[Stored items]
Content starts

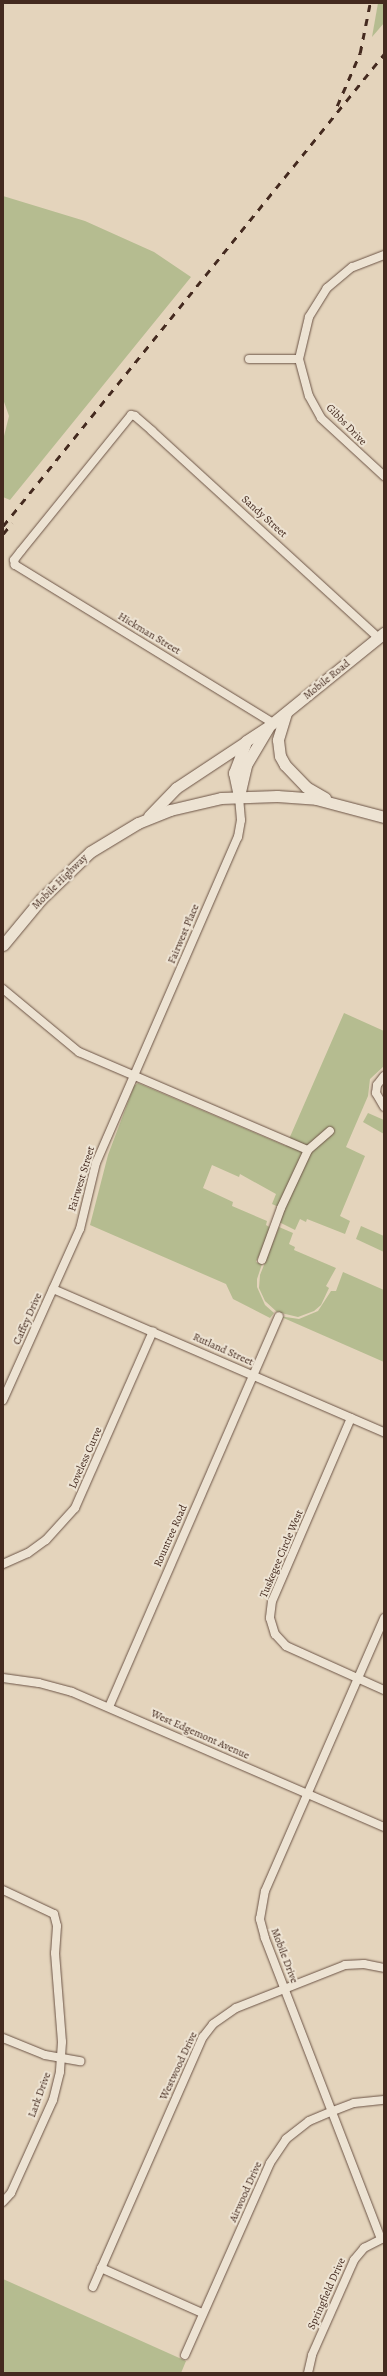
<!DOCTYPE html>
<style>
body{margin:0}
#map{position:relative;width:387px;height:2376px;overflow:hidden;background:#e4d4bc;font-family:Alegreya,serif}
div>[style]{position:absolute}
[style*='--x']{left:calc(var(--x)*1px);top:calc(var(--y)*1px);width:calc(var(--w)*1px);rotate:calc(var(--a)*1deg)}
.green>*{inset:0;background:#b5bc90}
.roads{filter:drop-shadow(0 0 1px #6c5446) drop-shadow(0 0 1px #6c5446)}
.street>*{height:8px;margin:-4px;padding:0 4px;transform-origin:4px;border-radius:4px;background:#ede3d3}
.secondary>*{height:11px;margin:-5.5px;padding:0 5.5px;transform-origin:5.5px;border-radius:5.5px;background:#ede3d3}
.rail>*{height:2.5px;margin-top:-1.25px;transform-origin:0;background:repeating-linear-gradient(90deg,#442a1f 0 7px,transparent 0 14px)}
span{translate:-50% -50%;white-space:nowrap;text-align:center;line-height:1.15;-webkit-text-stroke:4px #ede3d3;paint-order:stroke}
.street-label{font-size:11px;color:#442a1f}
.frame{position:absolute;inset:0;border:4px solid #442a1f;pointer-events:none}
</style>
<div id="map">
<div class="green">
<div style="clip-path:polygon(378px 3px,384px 3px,384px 23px,372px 37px)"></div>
<div style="clip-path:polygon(3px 196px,85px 221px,154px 252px,191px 277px,10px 500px,3px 497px,3px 440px,9px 416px,3px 399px)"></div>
<div style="clip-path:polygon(344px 1013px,384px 1031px,384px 1066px,370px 1079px,368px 1096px,346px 1147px,365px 1156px,340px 1216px,350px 1221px,345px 1234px,307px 1219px,306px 1222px,300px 1219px,295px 1230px,275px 1220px,281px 1208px,272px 1204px,276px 1194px,240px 1174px,239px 1177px,212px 1165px,203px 1188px,233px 1202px,232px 1206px,267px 1221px,266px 1225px,271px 1228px,256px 1262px,262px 1264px,257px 1279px,257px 1287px,265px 1305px,274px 1313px,270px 1318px,233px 1299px,226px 1284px,90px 1225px,108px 1155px,134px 1086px,138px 1083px,286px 1146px)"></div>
<div style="clip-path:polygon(368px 1113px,384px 1120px,384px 1134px,363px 1122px)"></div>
<div style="clip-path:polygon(361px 1226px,384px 1236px,384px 1252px,356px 1239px)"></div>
<div style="clip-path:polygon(279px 1227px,293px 1233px,289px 1244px,295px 1247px,294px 1250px,336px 1268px,326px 1286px,329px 1288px,321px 1305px,314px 1311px,298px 1317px,277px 1312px,265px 1301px,259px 1288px,260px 1275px)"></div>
<div style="clip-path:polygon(343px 1272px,384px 1290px,384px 1362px,279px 1316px,299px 1319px,318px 1311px,331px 1291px,336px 1291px)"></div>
<div style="clip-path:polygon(3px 2279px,186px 2361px,181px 2373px,3px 2373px)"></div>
</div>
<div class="roads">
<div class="street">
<div style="--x:384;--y:255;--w:34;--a:159"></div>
<div style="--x:352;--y:267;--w:33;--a:140"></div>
<div style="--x:327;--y:288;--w:34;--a:122"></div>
<div style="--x:309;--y:317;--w:43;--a:103.4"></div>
<div style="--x:299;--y:359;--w:38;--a:75"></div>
<div style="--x:309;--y:396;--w:25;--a:61"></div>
<div style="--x:321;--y:418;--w:86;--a:42.6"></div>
<div style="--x:249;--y:359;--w:50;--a:0"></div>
<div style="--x:273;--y:723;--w:303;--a:-148.5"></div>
<div style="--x:15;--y:565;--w:5;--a:-101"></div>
<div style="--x:14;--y:560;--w:11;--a:-52"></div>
<div style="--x:21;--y:551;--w:175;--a:-51"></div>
<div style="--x:131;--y:415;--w:4;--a:14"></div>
<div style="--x:135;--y:416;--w:23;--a:41"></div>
<div style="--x:152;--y:431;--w:307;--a:42.4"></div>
<div style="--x:3;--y:989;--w:99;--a:39.7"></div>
<div style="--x:79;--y:1052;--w:249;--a:23.2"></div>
<div style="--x:384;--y:1076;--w:11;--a:128"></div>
<div style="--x:377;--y:1085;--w:8;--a:97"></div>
<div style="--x:376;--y:1093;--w:16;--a:60"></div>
<div style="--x:262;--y:1260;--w:55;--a:-69.9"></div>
<div style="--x:281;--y:1208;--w:64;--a:-65"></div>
<div style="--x:308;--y:1150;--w:29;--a:-41"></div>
<div style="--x:53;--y:1289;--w:361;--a:23.4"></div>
<div style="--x:3;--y:1400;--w:188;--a:-65.8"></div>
<div style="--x:80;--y:1229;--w:68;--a:-76.4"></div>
<div style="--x:96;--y:1163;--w:356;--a:-66.5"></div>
<div style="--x:238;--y:837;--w:17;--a:-80"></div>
<div style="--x:241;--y:820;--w:24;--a:-95"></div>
<div style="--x:351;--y:1418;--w:199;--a:113.3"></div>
<div style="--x:272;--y:1601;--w:17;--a:97"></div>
<div style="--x:270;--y:1618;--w:17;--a:73"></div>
<div style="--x:275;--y:1634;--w:16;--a:47"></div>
<div style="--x:286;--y:1646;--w:107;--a:24.2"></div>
<div style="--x:3;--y:1564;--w:27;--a:-24"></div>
<div style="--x:28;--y:1553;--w:22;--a:-36"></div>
<div style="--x:46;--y:1540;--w:43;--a:-47.8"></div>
<div style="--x:75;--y:1508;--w:193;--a:-66.2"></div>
<div style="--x:3;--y:1678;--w:36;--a:8"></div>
<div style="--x:39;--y:1683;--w:34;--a:15"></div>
<div style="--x:72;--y:1692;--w:340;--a:23.4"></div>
<div style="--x:109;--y:1707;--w:426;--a:-66.5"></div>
<div style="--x:3;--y:1890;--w:56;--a:25.2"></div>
<div style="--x:54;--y:1914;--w:12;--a:76"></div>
<div style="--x:57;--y:1926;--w:27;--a:94"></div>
<div style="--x:55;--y:1953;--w:89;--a:85.5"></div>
<div style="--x:62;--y:2042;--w:30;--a:94"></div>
<div style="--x:60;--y:2072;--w:29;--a:104"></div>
<div style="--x:53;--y:2100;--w:102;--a:114.3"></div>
<div style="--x:11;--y:2193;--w:12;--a:132"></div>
<div style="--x:3;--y:2038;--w:45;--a:22"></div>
<div style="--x:45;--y:2055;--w:36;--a:10"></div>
<div style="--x:381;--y:2239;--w:323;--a:-111.1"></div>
<div style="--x:265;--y:1938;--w:20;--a:-105"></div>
<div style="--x:260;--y:1919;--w:28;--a:-80"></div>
<div style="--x:265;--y:1891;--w:298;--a:-66.4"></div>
<div style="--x:101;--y:2268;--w:111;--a:24"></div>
<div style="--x:93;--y:2287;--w:273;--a:-66.3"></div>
<div style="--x:203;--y:2037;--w:16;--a:-52"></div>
<div style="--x:213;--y:2024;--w:28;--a:-35"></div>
<div style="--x:236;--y:2008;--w:117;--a:-21.5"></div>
<div style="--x:345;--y:1965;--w:19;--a:-3"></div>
<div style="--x:364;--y:1964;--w:20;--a:11"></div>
<div style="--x:185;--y:2355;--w:210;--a:-66.1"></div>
<div style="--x:270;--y:2163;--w:29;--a:-56"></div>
<div style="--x:286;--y:2139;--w:29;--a:-38"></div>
<div style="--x:309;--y:2121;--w:26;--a:-23"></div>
<div style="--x:333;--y:2111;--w:22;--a:-21"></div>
<div style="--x:354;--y:2103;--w:30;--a:-6"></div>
<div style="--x:308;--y:2373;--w:18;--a:-77"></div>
<div style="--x:312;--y:2355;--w:104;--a:-66.1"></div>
<div style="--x:354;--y:2260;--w:16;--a:-50"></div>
<div style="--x:364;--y:2248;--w:22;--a:-27"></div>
</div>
<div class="secondary">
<div style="--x:286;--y:713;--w:28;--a:107"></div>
<div style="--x:278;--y:740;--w:16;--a:83"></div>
<div style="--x:280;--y:756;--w:10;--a:61"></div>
<div style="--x:285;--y:765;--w:30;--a:46"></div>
<div style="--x:306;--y:787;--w:22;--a:30"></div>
<div style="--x:239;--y:796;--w:24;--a:-102"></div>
<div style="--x:234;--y:773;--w:34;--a:-69"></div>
<div style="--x:246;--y:741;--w:27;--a:-33"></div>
<div style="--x:269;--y:726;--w:148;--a:-39"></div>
<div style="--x:239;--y:796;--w:32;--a:-77"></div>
<div style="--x:246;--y:765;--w:43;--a:-59.3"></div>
<div style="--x:149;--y:816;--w:39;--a:-46"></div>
<div style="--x:176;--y:788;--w:82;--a:-33.5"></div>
<div style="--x:3;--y:945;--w:60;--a:-50.4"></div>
<div style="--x:41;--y:899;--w:68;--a:-43.8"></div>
<div style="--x:90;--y:852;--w:56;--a:-31.1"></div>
<div style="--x:138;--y:823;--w:35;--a:-22"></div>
<div style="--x:170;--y:810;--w:52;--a:-13.2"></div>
<div style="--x:221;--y:798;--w:56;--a:-2"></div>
<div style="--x:277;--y:796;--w:39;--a:4"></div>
<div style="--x:316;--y:799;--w:70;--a:14.8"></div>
</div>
</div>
<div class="rail">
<div style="--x:337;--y:106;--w:58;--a:-66.5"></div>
<div style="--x:360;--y:53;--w:51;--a:-78.7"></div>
<div style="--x:3;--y:526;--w:607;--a:-51.09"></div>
<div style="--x:3;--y:534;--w:14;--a:-51"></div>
</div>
<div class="street-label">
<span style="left:346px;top:425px;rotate:46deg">Gibbs Drive</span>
<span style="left:264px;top:517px;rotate:42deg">Sandy Street</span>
<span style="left:149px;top:634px;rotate:31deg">Hickman Street</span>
<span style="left:327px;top:680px;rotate:-39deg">Mobile Road</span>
<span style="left:60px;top:882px;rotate:-45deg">Mobile Highway</span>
<span style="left:184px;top:934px;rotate:-67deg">Fairwest Place</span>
<span style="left:82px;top:1179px;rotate:-73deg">Fairwest Street</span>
<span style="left:28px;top:1319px;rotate:-66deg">Caffey Drive</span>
<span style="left:223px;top:1350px;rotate:24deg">Rutland Street</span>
<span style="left:86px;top:1458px;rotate:-66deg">Loveless Curve</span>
<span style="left:171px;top:1536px;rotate:-66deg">Rountree Road</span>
<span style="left:282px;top:1554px;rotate:-67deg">Tuskegee Circle West</span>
<span style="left:200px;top:1735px;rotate:24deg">West Edgemont Avenue</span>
<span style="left:284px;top:1956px;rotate:69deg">Mobile Drive</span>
<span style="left:179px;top:2066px;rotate:-65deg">Westwood Drive</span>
<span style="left:40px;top:2095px;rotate:-70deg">Lark Drive</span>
<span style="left:246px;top:2192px;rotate:-66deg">Airwood Drive</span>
<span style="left:327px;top:2294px;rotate:-66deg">Springfield Drive</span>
</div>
<div class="frame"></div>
</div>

Content ends

Only the number is wanted here. How many lines in the entries contain "roads"?

▶ **Task solution**: 2